I'm adding a bit of detail based on Erwin Brandstetter's answer:

I have lots of similar situations, which is why I'm digging in here on the details. In this case, of my ~8M rows, only 6 have values longer than 2172 characters, and 99.93% of the values are 100 characters or less.

What I'm hoping for is an approach that is easy for someone else to pick up. A shadow-field might well be the answer as having to know the exact details of index constructions strikes me as exactly the wrong sort of visibility. A shadow field doesn't suffer from that problem, once you know to use it. I could either populate it with LEFT(old_field,128) or some other length, or texthash(old_field), as you mentioned.

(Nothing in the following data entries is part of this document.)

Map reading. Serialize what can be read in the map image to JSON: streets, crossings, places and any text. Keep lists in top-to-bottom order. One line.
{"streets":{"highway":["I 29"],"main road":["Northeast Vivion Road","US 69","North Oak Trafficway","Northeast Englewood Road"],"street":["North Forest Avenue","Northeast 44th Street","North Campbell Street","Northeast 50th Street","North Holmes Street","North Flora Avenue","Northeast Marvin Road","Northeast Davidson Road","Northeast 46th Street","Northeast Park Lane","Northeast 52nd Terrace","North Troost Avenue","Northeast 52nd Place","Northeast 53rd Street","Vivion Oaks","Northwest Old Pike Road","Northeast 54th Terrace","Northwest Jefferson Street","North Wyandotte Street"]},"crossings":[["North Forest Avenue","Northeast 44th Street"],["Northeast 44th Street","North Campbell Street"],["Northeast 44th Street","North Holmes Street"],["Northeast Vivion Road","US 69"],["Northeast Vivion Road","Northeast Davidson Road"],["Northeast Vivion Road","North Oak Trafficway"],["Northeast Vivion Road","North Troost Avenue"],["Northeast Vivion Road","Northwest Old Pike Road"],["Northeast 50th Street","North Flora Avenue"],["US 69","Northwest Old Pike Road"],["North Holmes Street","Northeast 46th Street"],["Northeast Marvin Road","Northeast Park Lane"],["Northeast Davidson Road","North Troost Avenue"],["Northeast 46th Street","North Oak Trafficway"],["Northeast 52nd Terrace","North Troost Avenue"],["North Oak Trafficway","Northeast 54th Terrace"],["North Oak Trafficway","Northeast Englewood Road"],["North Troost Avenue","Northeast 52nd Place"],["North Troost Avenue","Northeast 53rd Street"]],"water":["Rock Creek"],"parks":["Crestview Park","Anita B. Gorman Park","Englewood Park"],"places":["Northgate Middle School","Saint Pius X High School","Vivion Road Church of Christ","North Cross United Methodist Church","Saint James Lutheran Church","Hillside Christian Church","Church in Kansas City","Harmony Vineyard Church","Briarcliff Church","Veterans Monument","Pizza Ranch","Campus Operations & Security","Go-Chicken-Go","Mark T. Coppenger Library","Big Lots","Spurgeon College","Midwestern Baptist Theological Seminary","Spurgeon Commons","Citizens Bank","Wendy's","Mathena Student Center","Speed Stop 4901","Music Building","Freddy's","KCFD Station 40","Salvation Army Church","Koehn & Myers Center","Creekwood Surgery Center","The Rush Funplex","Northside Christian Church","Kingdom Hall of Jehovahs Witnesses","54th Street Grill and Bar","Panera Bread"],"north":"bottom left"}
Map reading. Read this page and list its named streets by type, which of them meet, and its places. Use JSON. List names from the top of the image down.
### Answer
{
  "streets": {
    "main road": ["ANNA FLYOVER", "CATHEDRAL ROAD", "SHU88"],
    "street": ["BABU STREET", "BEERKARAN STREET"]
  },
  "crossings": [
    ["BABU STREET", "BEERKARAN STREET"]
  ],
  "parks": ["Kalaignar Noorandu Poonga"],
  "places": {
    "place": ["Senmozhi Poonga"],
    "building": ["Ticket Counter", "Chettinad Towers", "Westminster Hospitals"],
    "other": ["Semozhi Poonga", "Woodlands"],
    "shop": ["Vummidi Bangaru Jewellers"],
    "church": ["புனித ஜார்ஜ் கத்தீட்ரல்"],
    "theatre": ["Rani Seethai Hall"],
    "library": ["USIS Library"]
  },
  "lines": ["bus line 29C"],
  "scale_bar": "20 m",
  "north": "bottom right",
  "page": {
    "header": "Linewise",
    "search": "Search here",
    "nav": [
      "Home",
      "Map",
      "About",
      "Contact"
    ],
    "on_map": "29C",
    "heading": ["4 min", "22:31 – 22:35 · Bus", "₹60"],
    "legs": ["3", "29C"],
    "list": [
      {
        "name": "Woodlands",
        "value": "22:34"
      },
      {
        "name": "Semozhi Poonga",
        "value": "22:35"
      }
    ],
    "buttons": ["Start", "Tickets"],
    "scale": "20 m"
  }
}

I'll experiment with that. My data is so skewed to short values, that hashing seems to lead to a high collision rate.

For what it's worth, the team and I are coming from a system where text fields are silently trimmed to 1024 characters when indexed in a B-tree. It's completely transparent to the user and searches consult the index. Apples and spark plugs, I know. The point is that I'm not expecting Postgres to be an AI, but I am coming with inaccurate priors. So thanks to you and everyone else for helping me learn more about how Postgres actually works.


Follow-up

This question has been answered, but I want to add some follow-up for the archives. I've been learning a lot from old answers, some very old. So here's a bit of information for the future. I tried out four solutions:

  • B-tree on a portion of the citext field.
  • B-tree on a hash of the citext field.
  • Hash index of the citext field.
  • Tri-gram GIN index of the citext field.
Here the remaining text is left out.